Be skeptical of anthropologists like Benjamin Lee Whorf. To take an example, for decades experts parroted the claim that the Hopi have no idea for time. Man, they just live in the present, like John Lennon! Dig it? Further research showed the exact opposite -- the Hopi have words for days, day counts, segments of days, lunation, yesterday and tomorrow, days of the week, seasons, years, a calendar for ceremonies, time words like "ancient," "finished" -- why we even wanted to believe that humans can exist without any ideas of time is just stupid. It offends common sense.

The irony is that the noble savage is a Western creation. No other civilization worships the poor, the ignorant, and the stupid as much as we do. Only a Christian culture breeds people who *want* to believe this baloney.

Stardust said...

Jason, why drag people who are perfectly content into another type of environment where there are worries about getting jobs, making money, being laid off, paying land taxes,possibly being robbed, keeping up with the Jones', dating, marriage, divorce, car and transportation problems, etc. etc. Why go disrupt their lives when they are doing just fine? This benefits who?

Nobody is worshiping these people. They were not living in poverty and have plenty to eat and took care of themselves without any handouts. They are doing just fine without outsiders and their ancient middle eastern superstitious beliefs.

Greg said...

I think a little dose of planning for the future, aka preparing for droughts, floods, and other possibilities would be a good thing, but I also understand how living away from the so-called "modern" life sounds mighty attractive as well.

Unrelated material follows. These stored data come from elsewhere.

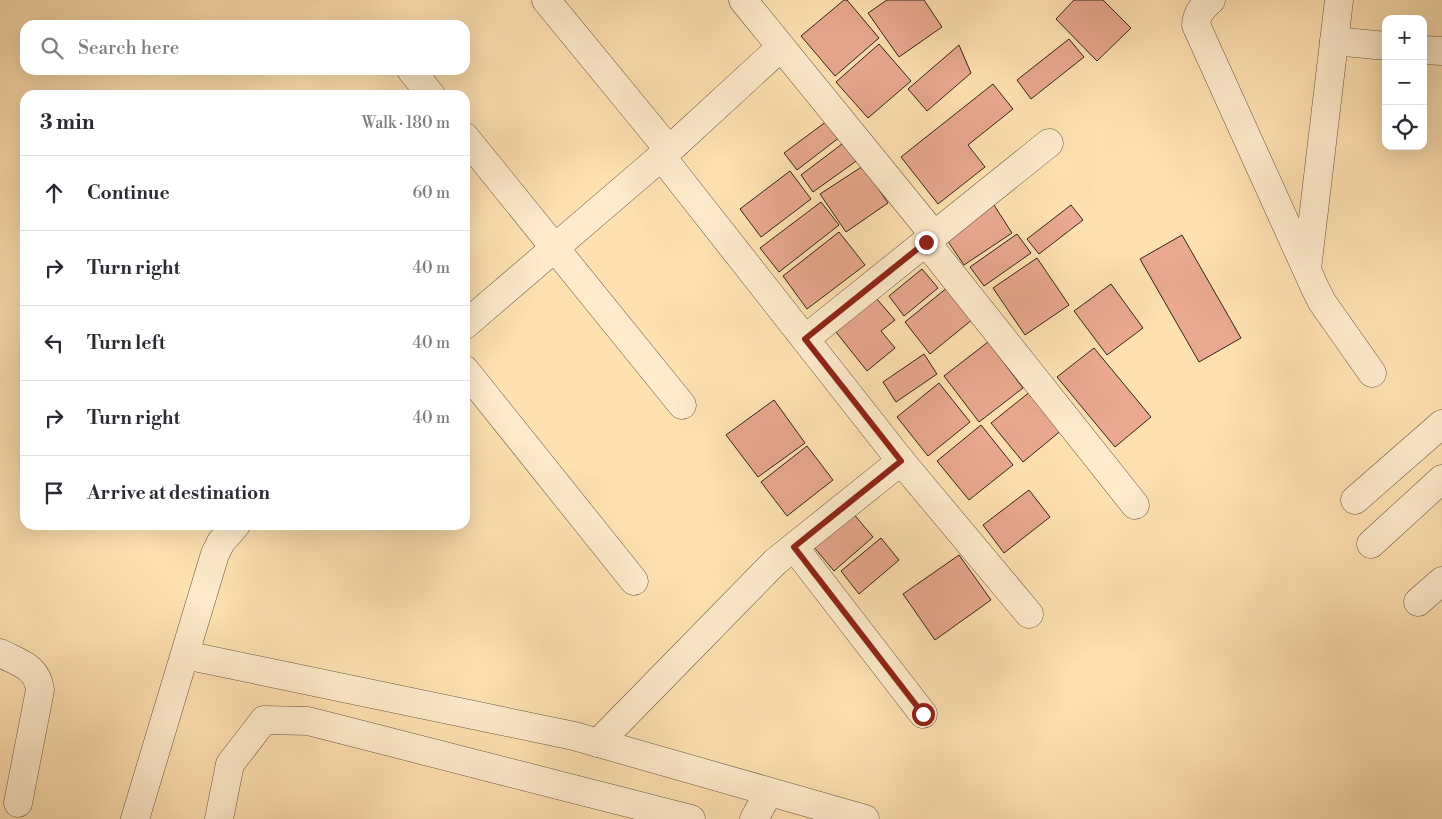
<!DOCTYPE html>
<html lang="en">
<head>
<meta charset="utf-8">
<style>
	body { margin:0; font-family:"Libre Bodoni",serif; background:#f7f7f7; color:#2b2b33 }
	.controls { position:absolute; right:15px; top:15px; display:grid; overflow:hidden; border-radius:10px; box-shadow:0 5px 20px #0002 }
	.controls button { width:45px; height:45px; display:grid; place-items:center; padding:0; border:0; border-bottom:1px solid #e1e1e2; background:#fff; color:#2b2b33; font:25px sans-serif }
	.stop { position:absolute; width:15px; height:15px; margin:-11px; border:4px solid #8f2418; border-radius:50%; background:#fff }
	.stop.end { background:#8f2418; border-color:#fff; box-shadow:0 1px 5px #0008 }
	.list { margin:0; padding:0; list-style:none }
	h2 { display:flex; justify-content:space-between; align-items:center; height:65px; margin:0; padding:0 20px; font-size:21px }
	h2 small { font-size:16px; font-weight:400; color:#7c7c81 }
	.list li { display:grid; grid-template-columns:32px 1fr auto; gap:15px; align-items:center; box-sizing:border-box; height:75px; padding:0 20px; border-top:1px solid #e1e1e2 }
	.list b { display:block; font-size:19px; white-space:nowrap }
	.list em { font-size:16px; font-style:normal; color:#7c7c81 }
	.icon { flex:none; width:28px; height:28px; fill:none; stroke:currentColor; stroke-width:2; stroke-linecap:round; stroke-linejoin:round }
	.map { position:relative; flex:none; width:1442px; height:819px; overflow:hidden }
	.search { position:absolute; background:#fff; box-shadow:0 5px 20px #0002; left:20px; top:20px; width:450px; height:55px; display:flex; align-items:center; gap:12px; box-sizing:border-box; padding:0 18px; border-radius:15px; color:#7c7c81; font-size:19px }
	.panel { position:absolute; background:#fff; box-shadow:0 5px 20px #0002; left:20px; top:90px; width:450px; height:440px; border-radius:15px }
	.map>svg:first-child { display:block }
	.building { fill:#e9a88f; stroke:#2e251a }
	.lines { fill:none; stroke-linecap:round; stroke-linejoin:round }
	.minor-casing { stroke:#625440; stroke-width:29 }
	.minor { stroke:#feebcc; stroke-width:28 }
	.route { stroke:#8f2418; stroke-width:6 }
</style>
</head>
<body>
<div class="map">
<svg width="1442" height="819" viewBox="0 0 1442 819">
	<rect width="100%" height="100%" fill="#fee0b1"/>
	<filter id="stains"><feTurbulence type="fractalNoise" baseFrequency=".004" numOctaves="4"/><feColorMatrix values="0 0 0 0 .2 0 0 0 0 .09 0 0 0 0 .02 0 0 0 .5 -.17"/></filter>
	<radialGradient id="worn" r=".72"><stop offset=".6" stop-color="#630" stop-opacity="0"/><stop offset="1" stop-color="#630" stop-opacity=".3"/></radialGradient>
	<g class="building">
		<path d="M844,0H847L879,38L835,76L801,36Z"/>
		<path d="M887,0H924L942,27L899,57L868,13Z"/>
		<path d="M1074,0H1103L1131,28L1097,61L1056,19Z"/>
		<path d="M1069,39L1084,57L1031,99L1017,80Z"/>
		<path d="M879,44L911,81L868,118L836,82Z"/>
		<path d="M959,45L971,73L927,111L908,89Z"/>
		<path d="M993,84L1013,109L968,145L985,167L938,204L901,157Z"/>
		<path d="M827,121L840,137L797,170L784,153Z"/>
		<path d="M846,141L859,159L813,192L801,175Z"/>
		<path d="M863,166L888,203L846,232L820,194Z"/>
		<path d="M790,171L811,199L761,237L740,209Z"/>
		<path d="M821,202L839,225L779,272L760,248Z"/>
		<path d="M994,205L1012,233L964,265L945,237Z"/>
		<path d="M1071,205L1083,220L1039,254L1027,239Z"/>
		<path d="M839,232L865,265L807,309L783,276Z"/>
		<path d="M1017,234L1031,253L984,286L970,267Z"/>
		<path d="M1182,235L1241,338L1199,362L1140,259Z"/>
		<path d="M1037,258L1069,305L1025,335L993,288Z"/>
		<path d="M922,269L938,288L904,316L889,296Z"/>
		<path d="M1111,284L1143,328L1107,355L1074,311Z"/>
		<path d="M948,287L973,319L930,354L905,322Z"/>
		<path d="M876,298L895,320L881,331L895,348L867,371L836,332Z"/>
		<path d="M988,342L1023,388L979,422L944,376Z"/>
		<path d="M1094,348L1151,417L1115,447L1057,377Z"/>
		<path d="M924,354L937,374L896,402L883,382Z"/>
		<path d="M939,383L970,422L928,456L897,417Z"/>
		<path d="M1031,391L1063,429L1023,462L991,423Z"/>
		<path d="M774,400L805,443L758,477L726,435Z"/>
		<path d="M981,425L1013,465L969,500L937,461Z"/>
		<path d="M807,446L833,480L787,516L761,482Z"/>
		<path d="M1029,490L1050,517L1004,553L983,525Z"/>
		<path d="M852,512L873,537L834,571L813,546Z"/>
		<path d="M881,538L899,560L859,594L841,571Z"/>
		<path d="M959,555L991,600L935,640L903,594Z"/>
	</g>
	<g class="lines">
		<g class="minor-casing">
			<g id="minor">
				<path d="M546,0L669,150"/>
				<path d="M743,0L934,235"/>
				<path d="M1211,0C1202,8 1197,13 1196,25L1315,288L1322,302L1372,373"/>
				<path d="M1334,41L1386,46"/>
				<path d="M1423,50L1442,51"/>
				<path d="M411,70L431,95"/>
				<path d="M465,137L682,405"/>
				<path d="M661,156L901,461L1029,614"/>
				<path d="M926,242L1135,505"/>
				<path d="M1307,269L1339,0"/>
				<path d="M465,325L669,150L781,47"/>
				<path d="M805,339L1049,143"/>
				<path d="M465,370L634,581"/>
				<path d="M1355,500L1442,424"/>
				<path d="M1371,544L1442,479"/>
				<path d="M794,547L923,714"/>
				<path d="M1418,602L1442,581"/>
				<path d="M0,653C19,663 37,666 40,690L18,803"/>
				<path d="M185,655L574,736L865,819"/>
				<path d="M598,743L775,562L901,461"/>
				<path d="M135,819L215,554L221,542L236,525"/>
				<path d="M219,819L230,764L264,720L308,721L691,819"/>
				<path d="M754,819L769,792"/>
			</g>
		</g>
		<use href="#minor" class="minor"/>
	</g>
	<g class="lines">
		<path class="route" d="M923,714L794,547L901,461L805,339L926,242"/>
	</g>
	<rect width="100%" height="100%" filter="url(#stains)"/>
	<rect width="100%" height="100%" fill="url(#worn)"/>
</svg>
<div class="controls">
<button>+</button>
<button>−</button>
<button><svg class="icon" aria-label="locate" viewBox="0 0 24 24"><circle cx="12" cy="12" r="6"/><path d="M12 2v4M12 18v4M2 12h4M18 12h4"/></svg></button>
</div>
<div class="stop" style="left:923px;top:714px"></div>
<div class="stop end" style="left:926px;top:242px"></div>
<div class="search"><svg class="icon" aria-label="search" viewBox="0 0 24 24"><circle cx="10" cy="10" r="6"/><path d="M15 15l6 6"/></svg>Search here</div>
<section class="panel">
<h2>3 min<small>Walk · 180 m</small></h2>
<ul class="list">
<li><svg class="icon" aria-label="ahead" viewBox="0 0 24 24"><path d="M12 20V5M6 11l6-6 6 6"/></svg><div><b>Continue</b></div><em>60 m</em></li>
<li><svg class="icon" aria-label="right" viewBox="0 0 24 24"><path d="M7 20v-9h11M14 6l5 5-5 5"/></svg><div><b>Turn right</b></div><em>40 m</em></li>
<li><svg class="icon" aria-label="left" viewBox="0 0 24 24"><path d="M17 20v-9H6M10 6l-5 5 5 5"/></svg><div><b>Turn left</b></div><em>40 m</em></li>
<li><svg class="icon" aria-label="right" viewBox="0 0 24 24"><path d="M7 20v-9h11M14 6l5 5-5 5"/></svg><div><b>Turn right</b></div><em>40 m</em></li>
<li><svg class="icon" aria-label="arrive" viewBox="0 0 24 24"><path d="M6 21V4h12l-3 4 3 4H6"/></svg><div><b>Arrive at destination</b></div></li>
</ul>
</section>
</div>
</body>
</html>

Course most of us would be bored out of our skulls after about 2 days, but thats beside the point! lol

Stardust said...

Greg, we would be bored because we are used to all the stuff we have to do in our world, we are used to our environment of lots of stimulation to all the senses. But these people in the jungle who haven't experienced anything but their own world never appear to be bored. They are content to just sit and bullshit with one another, finding and cooking food, keeping their shelters maintained, etc. We would be bored because we like our materialistic world and any other life would seem boring to us.

I watched recently that program "Exiled" where these prissy rich kids get sent off to some far off place where there is no running water, no television or cell phones, no beauty salons, etc. The people work hard, make their own clothes, their own houses and huts and they seem much happier and content than the snotty little kids that go there and can't stand it and start crying after five minutes. After a couple days they realize that it's not the end of the world to live like that and they see that these people are happy with what they have. Of course the girls will go back to their cushy lifestyle.

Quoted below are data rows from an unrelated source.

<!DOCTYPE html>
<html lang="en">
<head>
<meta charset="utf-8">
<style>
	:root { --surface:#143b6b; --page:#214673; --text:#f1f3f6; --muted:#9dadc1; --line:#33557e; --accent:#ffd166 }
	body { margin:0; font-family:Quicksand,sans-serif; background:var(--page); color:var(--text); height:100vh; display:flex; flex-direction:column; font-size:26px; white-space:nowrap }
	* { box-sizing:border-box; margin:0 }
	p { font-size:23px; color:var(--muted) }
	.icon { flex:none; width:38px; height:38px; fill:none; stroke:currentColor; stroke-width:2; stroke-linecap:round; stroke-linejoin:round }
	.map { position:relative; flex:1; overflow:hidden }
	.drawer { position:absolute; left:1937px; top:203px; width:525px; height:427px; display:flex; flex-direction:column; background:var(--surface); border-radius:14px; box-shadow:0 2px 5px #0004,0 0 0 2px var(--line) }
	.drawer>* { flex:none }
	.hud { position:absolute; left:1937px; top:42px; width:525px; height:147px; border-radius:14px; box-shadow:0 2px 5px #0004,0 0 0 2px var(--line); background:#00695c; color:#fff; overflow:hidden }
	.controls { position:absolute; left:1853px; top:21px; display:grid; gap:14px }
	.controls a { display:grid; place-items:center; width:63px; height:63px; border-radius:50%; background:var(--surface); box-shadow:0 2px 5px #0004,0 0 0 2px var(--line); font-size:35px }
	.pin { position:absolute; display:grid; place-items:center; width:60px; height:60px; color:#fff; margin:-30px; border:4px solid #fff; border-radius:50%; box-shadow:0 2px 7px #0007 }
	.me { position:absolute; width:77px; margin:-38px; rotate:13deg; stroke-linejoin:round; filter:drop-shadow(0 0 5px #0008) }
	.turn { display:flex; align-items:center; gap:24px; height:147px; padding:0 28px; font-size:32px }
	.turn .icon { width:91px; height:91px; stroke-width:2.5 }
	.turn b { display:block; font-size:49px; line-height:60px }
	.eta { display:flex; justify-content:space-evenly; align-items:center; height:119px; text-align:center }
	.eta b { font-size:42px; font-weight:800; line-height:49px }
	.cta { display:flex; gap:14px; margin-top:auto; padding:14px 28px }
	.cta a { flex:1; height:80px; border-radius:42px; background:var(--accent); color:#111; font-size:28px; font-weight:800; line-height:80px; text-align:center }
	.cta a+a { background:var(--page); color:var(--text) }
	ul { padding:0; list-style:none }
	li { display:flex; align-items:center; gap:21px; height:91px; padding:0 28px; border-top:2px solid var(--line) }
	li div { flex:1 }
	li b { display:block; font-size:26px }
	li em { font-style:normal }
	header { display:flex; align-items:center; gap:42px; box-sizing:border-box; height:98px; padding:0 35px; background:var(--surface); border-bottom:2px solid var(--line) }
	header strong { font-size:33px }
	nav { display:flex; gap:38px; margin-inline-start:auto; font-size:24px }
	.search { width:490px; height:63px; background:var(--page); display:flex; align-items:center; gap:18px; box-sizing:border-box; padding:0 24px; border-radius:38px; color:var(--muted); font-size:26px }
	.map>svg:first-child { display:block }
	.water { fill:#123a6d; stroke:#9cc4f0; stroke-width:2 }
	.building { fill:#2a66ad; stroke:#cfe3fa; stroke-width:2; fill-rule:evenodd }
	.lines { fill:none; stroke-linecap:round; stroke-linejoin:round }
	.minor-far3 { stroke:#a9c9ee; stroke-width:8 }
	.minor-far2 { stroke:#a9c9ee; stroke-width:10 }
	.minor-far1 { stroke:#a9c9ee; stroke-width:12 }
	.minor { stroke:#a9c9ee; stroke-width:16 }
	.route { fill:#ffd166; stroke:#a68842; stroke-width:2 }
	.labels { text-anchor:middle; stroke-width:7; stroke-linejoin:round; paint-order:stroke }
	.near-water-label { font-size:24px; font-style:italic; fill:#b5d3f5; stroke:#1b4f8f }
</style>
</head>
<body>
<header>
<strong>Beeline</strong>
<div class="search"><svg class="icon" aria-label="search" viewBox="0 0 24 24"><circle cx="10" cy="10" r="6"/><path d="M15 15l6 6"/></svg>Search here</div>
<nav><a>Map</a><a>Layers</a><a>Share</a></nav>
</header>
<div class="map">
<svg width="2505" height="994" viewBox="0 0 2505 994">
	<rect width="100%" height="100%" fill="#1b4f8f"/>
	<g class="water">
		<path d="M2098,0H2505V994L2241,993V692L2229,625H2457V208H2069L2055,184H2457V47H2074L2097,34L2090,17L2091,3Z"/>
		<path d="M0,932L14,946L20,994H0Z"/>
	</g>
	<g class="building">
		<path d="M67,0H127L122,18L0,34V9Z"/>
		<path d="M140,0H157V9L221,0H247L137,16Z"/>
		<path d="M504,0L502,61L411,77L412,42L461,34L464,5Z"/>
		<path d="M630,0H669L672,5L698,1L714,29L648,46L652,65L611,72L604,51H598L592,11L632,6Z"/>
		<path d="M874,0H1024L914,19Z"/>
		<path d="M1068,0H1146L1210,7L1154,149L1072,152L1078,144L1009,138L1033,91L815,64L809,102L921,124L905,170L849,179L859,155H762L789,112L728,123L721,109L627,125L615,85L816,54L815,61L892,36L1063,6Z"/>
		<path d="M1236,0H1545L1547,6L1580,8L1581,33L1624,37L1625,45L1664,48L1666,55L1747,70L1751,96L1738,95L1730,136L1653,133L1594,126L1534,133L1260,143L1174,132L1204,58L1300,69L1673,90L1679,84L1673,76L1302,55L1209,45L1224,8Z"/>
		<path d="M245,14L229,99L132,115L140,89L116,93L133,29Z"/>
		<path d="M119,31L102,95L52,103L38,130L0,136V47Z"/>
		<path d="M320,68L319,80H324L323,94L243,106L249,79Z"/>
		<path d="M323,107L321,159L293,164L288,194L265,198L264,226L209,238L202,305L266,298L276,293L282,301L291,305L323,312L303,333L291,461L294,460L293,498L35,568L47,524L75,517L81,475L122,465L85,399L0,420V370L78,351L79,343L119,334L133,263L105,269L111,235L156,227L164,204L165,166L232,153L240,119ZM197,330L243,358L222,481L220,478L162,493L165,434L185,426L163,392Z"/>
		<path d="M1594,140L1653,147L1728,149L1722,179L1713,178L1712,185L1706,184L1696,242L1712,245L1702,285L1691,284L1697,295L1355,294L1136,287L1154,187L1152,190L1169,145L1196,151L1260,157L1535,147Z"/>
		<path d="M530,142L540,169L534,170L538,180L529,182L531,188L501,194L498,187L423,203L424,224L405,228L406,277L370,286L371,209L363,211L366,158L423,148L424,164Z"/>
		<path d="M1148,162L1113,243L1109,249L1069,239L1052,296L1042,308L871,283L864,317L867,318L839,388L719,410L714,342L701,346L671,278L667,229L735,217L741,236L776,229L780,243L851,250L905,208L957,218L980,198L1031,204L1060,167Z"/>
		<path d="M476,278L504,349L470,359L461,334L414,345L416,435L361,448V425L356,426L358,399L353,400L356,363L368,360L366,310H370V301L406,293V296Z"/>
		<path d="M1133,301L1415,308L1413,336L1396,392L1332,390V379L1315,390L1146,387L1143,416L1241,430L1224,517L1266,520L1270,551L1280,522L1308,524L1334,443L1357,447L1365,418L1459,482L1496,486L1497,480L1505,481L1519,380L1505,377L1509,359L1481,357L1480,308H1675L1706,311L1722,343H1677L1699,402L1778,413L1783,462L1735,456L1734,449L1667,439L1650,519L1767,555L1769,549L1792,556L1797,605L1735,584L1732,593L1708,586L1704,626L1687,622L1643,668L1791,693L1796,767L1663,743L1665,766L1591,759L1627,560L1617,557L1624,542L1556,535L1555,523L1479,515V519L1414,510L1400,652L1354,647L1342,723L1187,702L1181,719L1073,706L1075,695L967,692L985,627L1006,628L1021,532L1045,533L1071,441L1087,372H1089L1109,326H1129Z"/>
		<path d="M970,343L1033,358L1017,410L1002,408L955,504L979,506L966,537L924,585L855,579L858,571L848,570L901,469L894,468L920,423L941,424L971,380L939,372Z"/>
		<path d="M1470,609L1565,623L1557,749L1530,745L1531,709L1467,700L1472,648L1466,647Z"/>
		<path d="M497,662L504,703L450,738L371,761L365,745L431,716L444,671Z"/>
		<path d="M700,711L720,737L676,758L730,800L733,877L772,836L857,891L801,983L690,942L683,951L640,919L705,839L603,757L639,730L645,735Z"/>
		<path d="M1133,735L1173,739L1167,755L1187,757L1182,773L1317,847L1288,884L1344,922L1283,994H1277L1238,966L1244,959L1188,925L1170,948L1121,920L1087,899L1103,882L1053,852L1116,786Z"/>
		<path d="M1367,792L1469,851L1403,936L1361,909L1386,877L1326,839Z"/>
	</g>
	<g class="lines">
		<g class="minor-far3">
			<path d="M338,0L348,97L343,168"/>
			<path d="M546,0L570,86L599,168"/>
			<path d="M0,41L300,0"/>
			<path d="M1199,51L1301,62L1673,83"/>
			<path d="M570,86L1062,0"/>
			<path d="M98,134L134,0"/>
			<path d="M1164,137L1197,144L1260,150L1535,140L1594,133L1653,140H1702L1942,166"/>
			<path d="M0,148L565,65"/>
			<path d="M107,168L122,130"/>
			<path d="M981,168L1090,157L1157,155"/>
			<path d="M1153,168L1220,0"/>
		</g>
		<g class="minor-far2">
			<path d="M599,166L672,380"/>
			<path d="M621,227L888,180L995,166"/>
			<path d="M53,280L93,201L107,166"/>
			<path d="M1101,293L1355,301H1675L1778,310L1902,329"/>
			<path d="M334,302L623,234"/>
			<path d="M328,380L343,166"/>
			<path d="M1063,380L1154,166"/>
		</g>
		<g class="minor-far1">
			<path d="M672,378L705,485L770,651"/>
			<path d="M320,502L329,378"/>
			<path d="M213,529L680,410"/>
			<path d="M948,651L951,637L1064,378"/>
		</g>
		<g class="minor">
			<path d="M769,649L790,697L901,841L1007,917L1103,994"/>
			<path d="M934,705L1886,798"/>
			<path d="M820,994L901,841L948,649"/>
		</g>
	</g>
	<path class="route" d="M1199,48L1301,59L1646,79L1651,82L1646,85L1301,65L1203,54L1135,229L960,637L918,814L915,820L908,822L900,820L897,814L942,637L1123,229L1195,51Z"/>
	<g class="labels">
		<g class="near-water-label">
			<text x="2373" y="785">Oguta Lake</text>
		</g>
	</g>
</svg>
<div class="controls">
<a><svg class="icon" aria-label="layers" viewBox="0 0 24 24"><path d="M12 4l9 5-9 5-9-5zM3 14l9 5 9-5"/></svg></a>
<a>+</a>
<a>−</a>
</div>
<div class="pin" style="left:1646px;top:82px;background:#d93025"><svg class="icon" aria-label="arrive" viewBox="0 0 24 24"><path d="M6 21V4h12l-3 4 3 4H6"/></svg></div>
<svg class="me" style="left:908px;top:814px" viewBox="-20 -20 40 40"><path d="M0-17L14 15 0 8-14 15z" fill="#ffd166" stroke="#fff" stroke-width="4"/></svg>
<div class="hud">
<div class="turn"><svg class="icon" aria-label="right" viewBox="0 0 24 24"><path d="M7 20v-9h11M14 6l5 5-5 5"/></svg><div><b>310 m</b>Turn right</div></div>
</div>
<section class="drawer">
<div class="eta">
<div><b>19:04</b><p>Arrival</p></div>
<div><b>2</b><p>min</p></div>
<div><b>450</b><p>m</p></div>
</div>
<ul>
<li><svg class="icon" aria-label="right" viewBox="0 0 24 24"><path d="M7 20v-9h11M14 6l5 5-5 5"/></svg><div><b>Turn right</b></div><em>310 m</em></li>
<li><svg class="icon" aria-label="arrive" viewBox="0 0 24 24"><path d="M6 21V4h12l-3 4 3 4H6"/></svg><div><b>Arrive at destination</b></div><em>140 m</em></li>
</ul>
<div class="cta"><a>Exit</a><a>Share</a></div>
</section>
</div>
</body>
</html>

If one finds themselves in that sort of living conditions where they have very little and have to gather and prepare their own food, walk or ride a horse or elephant to places, etc. it would be very difficult to adapt to, but most would do it. If we reversed the scenerio and put the natives into western capitalistic, materialistic society with having to find employment and housing in your family, speeding traffic, impulsive rude behaviors on a daily basis (people telling them t fuck off on a regular basis, prejudice based on their race and low social status, I would think that would be more difficult to adapt to.